Our project explores the use of GPT-3's comprehension of code semantics in the setting of CS education. It has two components: a semantic autograder for teachers and a suite of code conversion/documentation tools for students.
The main functionality of our project is the semantic autograder. Classically, autograders rely on black-box testing. This approach obviously works well for tasks like grading problem sets and exams but falls short in some other settings. Studies show that active participation in lectures boosts learning outcomes. To encourage this, profs might have students submit code for autograding live in lectures to incentivize participation. However, this can backfire, as the autograder forces students to write perfect code while also being introduced to a topic for the first time, which distracts them from actually learning.
Ideally, an autograder would be able to tell that a student is writing code that, while not necessarily correct, shows that they understand the problem and roughly know what a solution might look like. To fill this void, we designed a semantics-based autograder. It uses GPT-3 to look at the contents of a student's code submission and determine how closely it resembles a solution for the given problem. The benefits of using a natural language model, rather than classical text parsing and diffing, to solve this problem are manifest. First, the semantic autograder is able to extract meaning, rather than just structure, from code. This prevents false negatives from similar-looking functions (like submission_wrong_function.py
), which can easily arise when a course enforces a common template for certain functions. It also prevents false positives when a problem allows for extremely diverse solutions (such as submission_iterative.py
) that can vary wildly from what the instructor expects while still solving the problem.
In order to guide students in their code implementation and debugging process, our program offers 6 different functions. There are bug fixers, docstring generators and tools to improve code quality and conciseness by converting length for-loops into compact maps or list comprehensions. The docstring generator is very helpful for students to understand the functionality of cryptic and poorly documented code. Moreover, the time complexity calculator can be used as a revision tool by CS students.

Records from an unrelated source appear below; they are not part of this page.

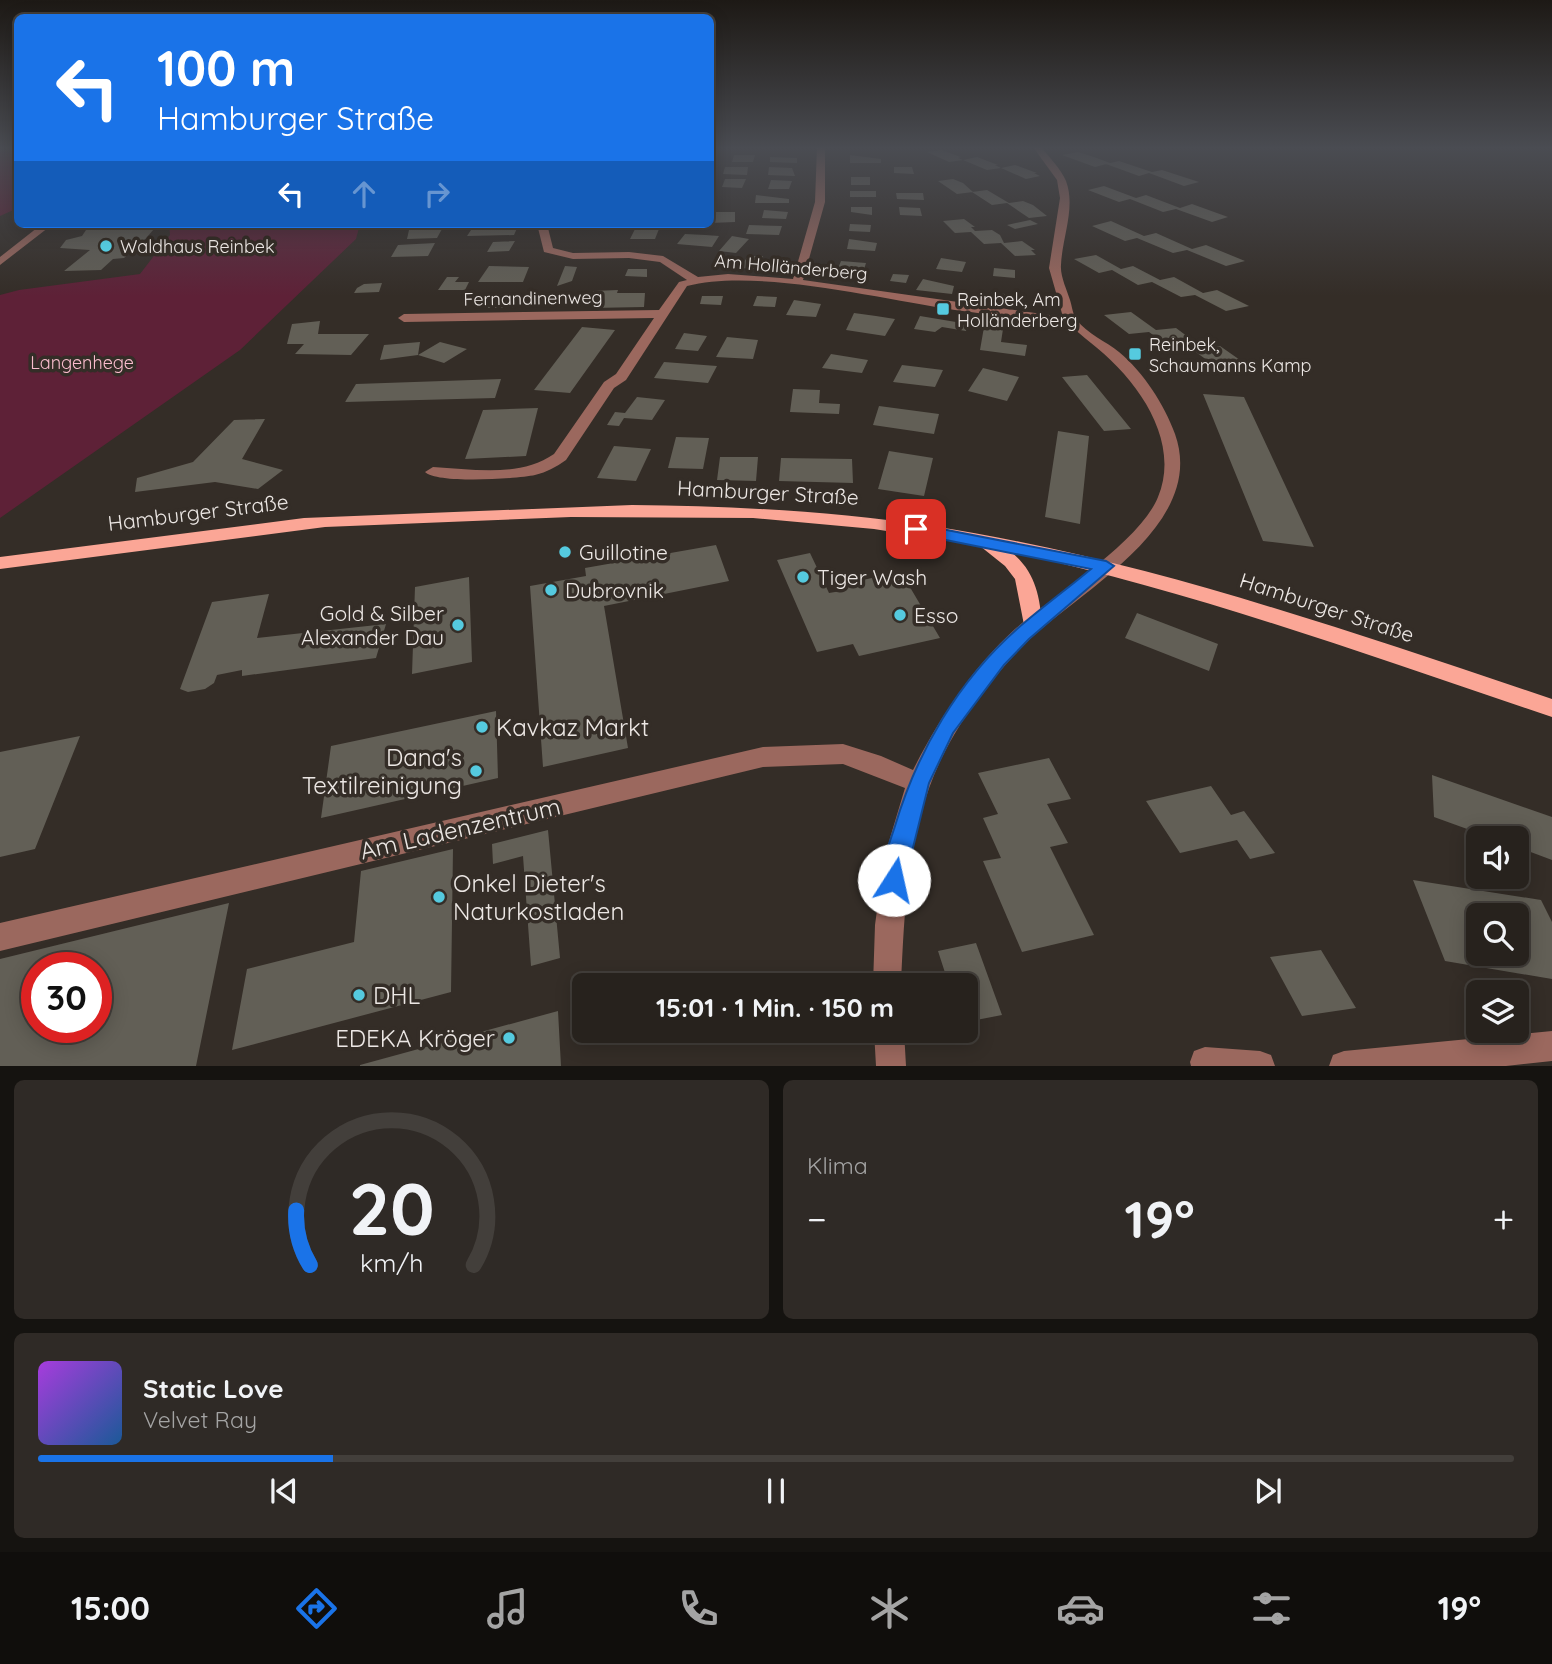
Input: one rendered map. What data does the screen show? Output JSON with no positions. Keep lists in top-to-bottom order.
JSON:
{
  "streets": {
    "main road": ["Hamburger Straße"],
    "street": ["Am Holländerberg", "Fernandinenweg", "Am Ladenzentrum"]
  },
  "crossings": [
    ["Am Holländerberg", "Fernandinenweg"]
  ],
  "parks": ["Langenhege"],
  "places": {
    "other": [
      "Waldhaus Reinbek",
      "Guillotine",
      "Tiger Wash",
      "Dubrovnik",
      "Esso",
      "Gold & Silber Alexander Dau",
      "Kavkaz Markt",
      "Dana's Textilreinigung",
      "Onkel Dieter's Naturkostladen",
      "DHL",
      "EDEKA Kröger"
    ],
    "transit": ["Reinbek, Am Holländerberg", "Reinbek, Schaumanns Kamp"]
  },
  "page": {
    "turn": ["100 m", "Hamburger Straße"],
    "limit": "30",
    "trip": "15:01 · 1 Min. · 150 m",
    "tile": "Klima",
    "heat": ["−", "19°", "+"],
    "song": ["Static Love", "Velvet Ray"],
    "tabs": ["15:00", "19°"],
    "gauge": ["20", "km/h"]
  }
}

Fix Code: Fixes syntactical errors in python code
Time Complexity: Computes the time complexity of submitted snippet
Py Docstring: Generates a Doc string for code
Loop to PyStream: Converts Python for loops into streams
Loop to List: Deduces the functional programming solution for a given algorithmic solution
List to Loop: Deduces the iterative solution for a complementary functional programming solution
Our implementation uses OpenAI's Python API and a Flask backend. We considered using Django but felt that it was unncessarily heavy for our use case.

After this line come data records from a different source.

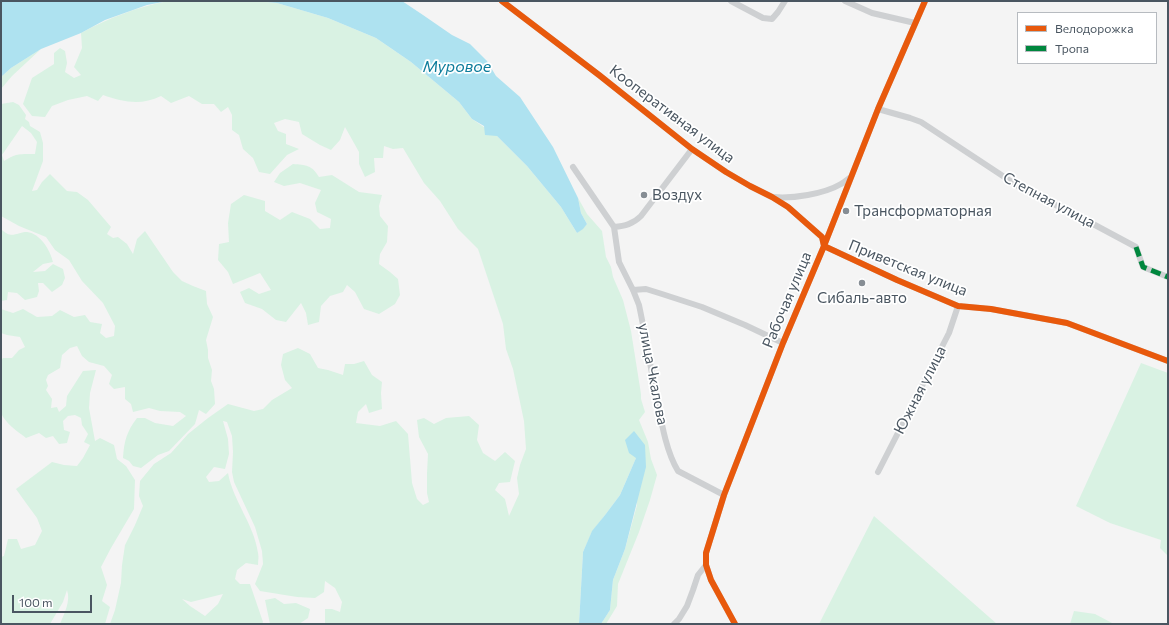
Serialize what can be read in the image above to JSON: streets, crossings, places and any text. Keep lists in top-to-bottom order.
{
  "streets": {
    "street": [
      "Кооперативная улица",
      "Степная улица",
      "Приветская улица",
      "Рабочая улица",
      "улица Чкалова",
      "Южная улица"
    ]
  },
  "crossings": [
    ["Кооперативная улица", "Приветская улица"],
    ["Кооперативная улица", "Рабочая улица"],
    ["Степная улица", "Рабочая улица"],
    ["Приветская улица", "Рабочая улица"],
    ["Приветская улица", "Южная улица"],
    ["Рабочая улица", "улица Чкалова"]
  ],
  "water": ["Муровое"],
  "places": ["Воздух", "Трансформаторная", "Сибаль-авто"],
  "legend": ["Велодорожка", "Тропа"],
  "scale_bar": "100 m"
}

Unfortunately, OpenAI doesn't allow projects using GPT-3 to be published without approval, which takes around two weeks. We are, however, allowed to share pre-generated results, as we did in our demonstration video. Additionally, if you have an API key, you are free to run our code and verify our results. Simply clone the repository, add your key as an environment variable named OPENAI_API_KEY
, and run comparisons/comparison_functions.py
. Here are the expected results:
fibonacci/starter.py: (105.779, 48.065, -57.714); Passing = False
fibonacci/submission_random_garbage.py: (4.357, 3.657, -0.7000000000000002); Passing = False
fibonacci/submission_wrong_function.py: (25.971, 18.292, -7.6789999999999985); Passing = False
fibonacci/submission_recur.py: (25.715, 33.526, 7.8110000000000035); Passing = True
fibonacci/submission_invalid.py: (18.612, 37.666, 19.054); Passing = True
fibonacci/submission_indent_error.py: (11.573, 60.106, 48.533); Passing = True
fibonacci/solution.py: (10.018, 57.529, 47.511); Passing = True
bintree/starter.py: (14.276, 7.852, -6.4239999999999995); Passing = False
bintree/submission_iterative.py: (1.316, 3.952, 2.636); Passing = True
bintree/submission_alternative.py: (3.74, 5.479, 1.7389999999999999); Passing = True
bintree/solution.py: (1.539, 7.248, 5.7090000000000005); Passing = True
As we can see, handing in either starter file fails, as does typing random Python code or solving the wrong problem. However, all of the partial attempts at a solution get credit, which is what we want.